• WORK INSTRUCTIONS: For the listing below, give the number of lines that include "lineWidth" and add nothing to it.

*** Block opens ***

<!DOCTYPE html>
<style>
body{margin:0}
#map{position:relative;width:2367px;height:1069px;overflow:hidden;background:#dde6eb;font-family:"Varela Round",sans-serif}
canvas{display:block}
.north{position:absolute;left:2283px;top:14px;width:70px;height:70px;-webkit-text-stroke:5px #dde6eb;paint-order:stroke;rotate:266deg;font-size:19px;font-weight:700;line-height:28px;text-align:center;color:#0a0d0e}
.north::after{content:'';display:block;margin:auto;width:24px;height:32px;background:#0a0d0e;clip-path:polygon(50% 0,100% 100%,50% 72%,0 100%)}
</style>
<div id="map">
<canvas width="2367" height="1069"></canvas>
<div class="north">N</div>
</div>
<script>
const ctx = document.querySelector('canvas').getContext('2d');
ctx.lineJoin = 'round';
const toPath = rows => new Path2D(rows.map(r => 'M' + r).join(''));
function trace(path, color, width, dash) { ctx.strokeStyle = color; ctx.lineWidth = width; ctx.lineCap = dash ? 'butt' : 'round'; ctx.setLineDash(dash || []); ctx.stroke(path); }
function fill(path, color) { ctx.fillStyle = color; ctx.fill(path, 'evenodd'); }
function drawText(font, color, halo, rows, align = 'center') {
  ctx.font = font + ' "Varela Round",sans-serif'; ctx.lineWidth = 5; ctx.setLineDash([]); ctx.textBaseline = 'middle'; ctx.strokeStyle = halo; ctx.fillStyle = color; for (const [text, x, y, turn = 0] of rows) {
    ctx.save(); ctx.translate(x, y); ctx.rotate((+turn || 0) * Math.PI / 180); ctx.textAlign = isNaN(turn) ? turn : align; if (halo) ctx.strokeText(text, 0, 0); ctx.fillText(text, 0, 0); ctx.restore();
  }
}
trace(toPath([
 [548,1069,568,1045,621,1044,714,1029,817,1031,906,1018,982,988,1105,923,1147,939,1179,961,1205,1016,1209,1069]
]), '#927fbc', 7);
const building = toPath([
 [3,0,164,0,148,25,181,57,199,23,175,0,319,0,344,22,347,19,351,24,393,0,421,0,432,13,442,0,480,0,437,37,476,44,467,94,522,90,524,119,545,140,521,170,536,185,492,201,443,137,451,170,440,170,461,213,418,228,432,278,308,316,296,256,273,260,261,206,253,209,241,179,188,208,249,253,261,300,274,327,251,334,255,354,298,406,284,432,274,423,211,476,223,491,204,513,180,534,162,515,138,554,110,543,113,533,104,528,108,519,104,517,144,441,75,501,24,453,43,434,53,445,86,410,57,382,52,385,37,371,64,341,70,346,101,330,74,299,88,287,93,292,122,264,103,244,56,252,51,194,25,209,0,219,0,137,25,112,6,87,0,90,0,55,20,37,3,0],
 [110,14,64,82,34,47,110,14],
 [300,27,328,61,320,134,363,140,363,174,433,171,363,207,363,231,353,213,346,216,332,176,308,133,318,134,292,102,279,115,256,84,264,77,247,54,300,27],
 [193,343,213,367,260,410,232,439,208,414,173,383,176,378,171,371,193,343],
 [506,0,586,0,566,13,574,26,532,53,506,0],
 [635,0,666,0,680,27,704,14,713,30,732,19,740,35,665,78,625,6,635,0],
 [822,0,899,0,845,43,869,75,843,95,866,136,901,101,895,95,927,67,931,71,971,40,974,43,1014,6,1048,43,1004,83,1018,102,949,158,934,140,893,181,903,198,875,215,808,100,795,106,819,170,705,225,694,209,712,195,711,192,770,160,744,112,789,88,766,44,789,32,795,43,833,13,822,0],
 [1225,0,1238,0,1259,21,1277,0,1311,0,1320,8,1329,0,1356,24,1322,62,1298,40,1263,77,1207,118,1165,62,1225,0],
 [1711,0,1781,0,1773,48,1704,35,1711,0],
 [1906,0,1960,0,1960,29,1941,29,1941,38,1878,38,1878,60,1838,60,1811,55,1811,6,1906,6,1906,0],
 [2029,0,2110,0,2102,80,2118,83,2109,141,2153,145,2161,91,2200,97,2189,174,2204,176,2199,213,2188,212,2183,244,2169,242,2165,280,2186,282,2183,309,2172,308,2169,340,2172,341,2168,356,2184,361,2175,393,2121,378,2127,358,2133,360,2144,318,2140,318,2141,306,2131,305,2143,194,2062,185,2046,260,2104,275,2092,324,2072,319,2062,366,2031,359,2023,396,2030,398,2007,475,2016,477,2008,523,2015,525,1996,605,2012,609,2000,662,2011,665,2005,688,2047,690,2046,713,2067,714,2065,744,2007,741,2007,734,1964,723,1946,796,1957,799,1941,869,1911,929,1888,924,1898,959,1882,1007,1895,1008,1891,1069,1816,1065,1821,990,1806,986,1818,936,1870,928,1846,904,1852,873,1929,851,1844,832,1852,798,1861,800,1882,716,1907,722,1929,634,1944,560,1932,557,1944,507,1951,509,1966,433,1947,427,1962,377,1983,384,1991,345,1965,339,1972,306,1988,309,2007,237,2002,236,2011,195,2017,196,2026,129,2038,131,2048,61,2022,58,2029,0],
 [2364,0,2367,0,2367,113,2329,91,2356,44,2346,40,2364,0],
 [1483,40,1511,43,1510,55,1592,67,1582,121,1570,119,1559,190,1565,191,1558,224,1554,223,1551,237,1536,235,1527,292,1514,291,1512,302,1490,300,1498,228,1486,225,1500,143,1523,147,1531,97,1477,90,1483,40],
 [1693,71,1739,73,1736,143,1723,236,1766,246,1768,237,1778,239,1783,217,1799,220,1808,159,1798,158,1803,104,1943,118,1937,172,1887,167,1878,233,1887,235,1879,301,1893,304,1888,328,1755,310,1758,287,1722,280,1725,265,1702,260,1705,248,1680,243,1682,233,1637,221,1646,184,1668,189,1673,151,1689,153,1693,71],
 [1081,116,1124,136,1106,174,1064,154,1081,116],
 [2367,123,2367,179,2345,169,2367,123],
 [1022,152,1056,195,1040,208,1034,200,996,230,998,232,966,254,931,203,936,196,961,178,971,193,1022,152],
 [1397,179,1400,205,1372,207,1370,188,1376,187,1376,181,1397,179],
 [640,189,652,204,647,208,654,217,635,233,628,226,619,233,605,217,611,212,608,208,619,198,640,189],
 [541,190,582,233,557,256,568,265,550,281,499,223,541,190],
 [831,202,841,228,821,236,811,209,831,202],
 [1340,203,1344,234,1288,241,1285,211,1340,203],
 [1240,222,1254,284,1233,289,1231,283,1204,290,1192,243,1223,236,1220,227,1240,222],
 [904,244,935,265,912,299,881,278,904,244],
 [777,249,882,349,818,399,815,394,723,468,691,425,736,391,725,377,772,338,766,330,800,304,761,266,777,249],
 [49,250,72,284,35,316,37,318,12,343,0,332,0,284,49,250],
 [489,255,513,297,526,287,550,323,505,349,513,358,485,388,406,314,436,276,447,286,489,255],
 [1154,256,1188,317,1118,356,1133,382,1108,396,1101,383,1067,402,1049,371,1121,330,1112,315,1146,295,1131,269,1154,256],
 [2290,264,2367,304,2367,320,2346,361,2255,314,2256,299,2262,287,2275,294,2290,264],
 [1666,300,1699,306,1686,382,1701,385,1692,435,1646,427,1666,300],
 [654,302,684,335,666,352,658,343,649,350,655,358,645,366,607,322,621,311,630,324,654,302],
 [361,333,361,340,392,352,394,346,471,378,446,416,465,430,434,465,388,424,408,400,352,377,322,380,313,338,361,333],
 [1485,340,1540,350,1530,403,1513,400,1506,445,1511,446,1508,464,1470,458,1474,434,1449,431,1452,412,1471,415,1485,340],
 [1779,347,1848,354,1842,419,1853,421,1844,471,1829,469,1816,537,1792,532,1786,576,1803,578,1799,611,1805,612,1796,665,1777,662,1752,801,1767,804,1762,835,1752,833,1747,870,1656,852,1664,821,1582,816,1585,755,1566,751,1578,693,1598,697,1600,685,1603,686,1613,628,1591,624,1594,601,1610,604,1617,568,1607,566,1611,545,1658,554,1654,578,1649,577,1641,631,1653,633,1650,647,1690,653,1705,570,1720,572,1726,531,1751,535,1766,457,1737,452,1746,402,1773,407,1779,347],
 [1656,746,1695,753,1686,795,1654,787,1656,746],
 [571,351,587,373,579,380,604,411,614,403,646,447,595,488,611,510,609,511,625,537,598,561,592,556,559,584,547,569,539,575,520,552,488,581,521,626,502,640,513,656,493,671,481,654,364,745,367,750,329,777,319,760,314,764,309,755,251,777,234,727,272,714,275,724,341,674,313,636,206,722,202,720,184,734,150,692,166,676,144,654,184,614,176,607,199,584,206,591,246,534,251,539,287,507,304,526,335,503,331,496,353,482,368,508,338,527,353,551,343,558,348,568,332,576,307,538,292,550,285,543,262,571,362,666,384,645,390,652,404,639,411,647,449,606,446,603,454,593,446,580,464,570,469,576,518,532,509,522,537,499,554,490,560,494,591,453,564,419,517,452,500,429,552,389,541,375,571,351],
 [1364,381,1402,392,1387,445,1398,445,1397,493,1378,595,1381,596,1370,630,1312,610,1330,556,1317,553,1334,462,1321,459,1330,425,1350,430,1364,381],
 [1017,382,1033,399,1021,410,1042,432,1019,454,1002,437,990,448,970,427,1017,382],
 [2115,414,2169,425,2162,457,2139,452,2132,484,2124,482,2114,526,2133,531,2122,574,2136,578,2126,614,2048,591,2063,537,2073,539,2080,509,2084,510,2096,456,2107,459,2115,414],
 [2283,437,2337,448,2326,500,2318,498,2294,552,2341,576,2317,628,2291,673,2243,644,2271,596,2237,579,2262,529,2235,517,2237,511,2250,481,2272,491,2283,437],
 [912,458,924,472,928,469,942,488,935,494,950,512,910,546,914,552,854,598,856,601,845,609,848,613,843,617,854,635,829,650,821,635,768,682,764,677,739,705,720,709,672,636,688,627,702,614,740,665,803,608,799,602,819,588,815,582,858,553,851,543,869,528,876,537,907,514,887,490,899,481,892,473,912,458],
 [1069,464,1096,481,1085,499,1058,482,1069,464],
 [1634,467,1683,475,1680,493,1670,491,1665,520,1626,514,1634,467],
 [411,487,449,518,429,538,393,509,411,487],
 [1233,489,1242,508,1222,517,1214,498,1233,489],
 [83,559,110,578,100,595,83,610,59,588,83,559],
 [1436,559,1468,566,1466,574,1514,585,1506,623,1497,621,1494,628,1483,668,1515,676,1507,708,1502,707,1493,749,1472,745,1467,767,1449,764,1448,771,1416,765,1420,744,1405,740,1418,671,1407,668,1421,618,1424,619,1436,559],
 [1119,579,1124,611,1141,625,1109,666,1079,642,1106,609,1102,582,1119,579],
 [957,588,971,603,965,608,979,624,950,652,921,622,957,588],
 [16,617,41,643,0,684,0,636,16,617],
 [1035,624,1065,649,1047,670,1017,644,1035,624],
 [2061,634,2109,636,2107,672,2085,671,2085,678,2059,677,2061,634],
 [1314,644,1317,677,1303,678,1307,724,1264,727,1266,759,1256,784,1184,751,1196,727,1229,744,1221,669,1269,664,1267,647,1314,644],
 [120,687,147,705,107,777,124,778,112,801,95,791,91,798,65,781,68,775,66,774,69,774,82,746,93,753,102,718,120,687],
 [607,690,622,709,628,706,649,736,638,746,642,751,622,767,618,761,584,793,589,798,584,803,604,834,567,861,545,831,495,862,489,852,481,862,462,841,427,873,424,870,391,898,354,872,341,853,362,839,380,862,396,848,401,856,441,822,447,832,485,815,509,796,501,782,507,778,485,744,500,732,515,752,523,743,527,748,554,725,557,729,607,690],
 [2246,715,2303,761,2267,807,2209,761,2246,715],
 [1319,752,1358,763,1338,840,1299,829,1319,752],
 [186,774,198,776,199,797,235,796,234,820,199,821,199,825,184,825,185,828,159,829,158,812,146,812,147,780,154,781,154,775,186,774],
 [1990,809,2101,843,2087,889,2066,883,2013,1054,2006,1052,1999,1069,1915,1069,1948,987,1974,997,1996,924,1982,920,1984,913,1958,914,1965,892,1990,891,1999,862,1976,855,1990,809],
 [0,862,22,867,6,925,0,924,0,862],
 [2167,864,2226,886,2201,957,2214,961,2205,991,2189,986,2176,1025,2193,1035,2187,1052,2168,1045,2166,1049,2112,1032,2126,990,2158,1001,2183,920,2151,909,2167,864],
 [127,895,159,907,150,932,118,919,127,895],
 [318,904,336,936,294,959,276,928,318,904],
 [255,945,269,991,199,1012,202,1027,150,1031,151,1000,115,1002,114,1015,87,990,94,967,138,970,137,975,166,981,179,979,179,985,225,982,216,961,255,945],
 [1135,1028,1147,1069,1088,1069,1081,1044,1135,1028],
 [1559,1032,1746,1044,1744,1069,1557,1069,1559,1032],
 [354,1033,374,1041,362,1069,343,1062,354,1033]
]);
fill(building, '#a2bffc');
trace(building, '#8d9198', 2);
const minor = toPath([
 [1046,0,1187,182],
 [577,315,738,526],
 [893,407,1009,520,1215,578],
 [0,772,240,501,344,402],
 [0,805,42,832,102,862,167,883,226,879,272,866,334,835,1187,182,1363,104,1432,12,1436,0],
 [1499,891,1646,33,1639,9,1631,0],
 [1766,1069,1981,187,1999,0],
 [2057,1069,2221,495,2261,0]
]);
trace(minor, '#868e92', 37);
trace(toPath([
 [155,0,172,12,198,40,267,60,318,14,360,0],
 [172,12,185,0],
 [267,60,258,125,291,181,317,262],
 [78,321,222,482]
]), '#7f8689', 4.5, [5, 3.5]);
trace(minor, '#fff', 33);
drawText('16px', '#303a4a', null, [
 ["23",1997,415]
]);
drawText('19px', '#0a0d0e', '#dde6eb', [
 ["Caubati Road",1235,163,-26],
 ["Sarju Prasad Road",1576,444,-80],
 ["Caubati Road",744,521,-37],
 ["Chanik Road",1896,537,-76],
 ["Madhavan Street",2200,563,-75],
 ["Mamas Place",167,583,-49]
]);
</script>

*** Block closes ***

• RESPONSE: 2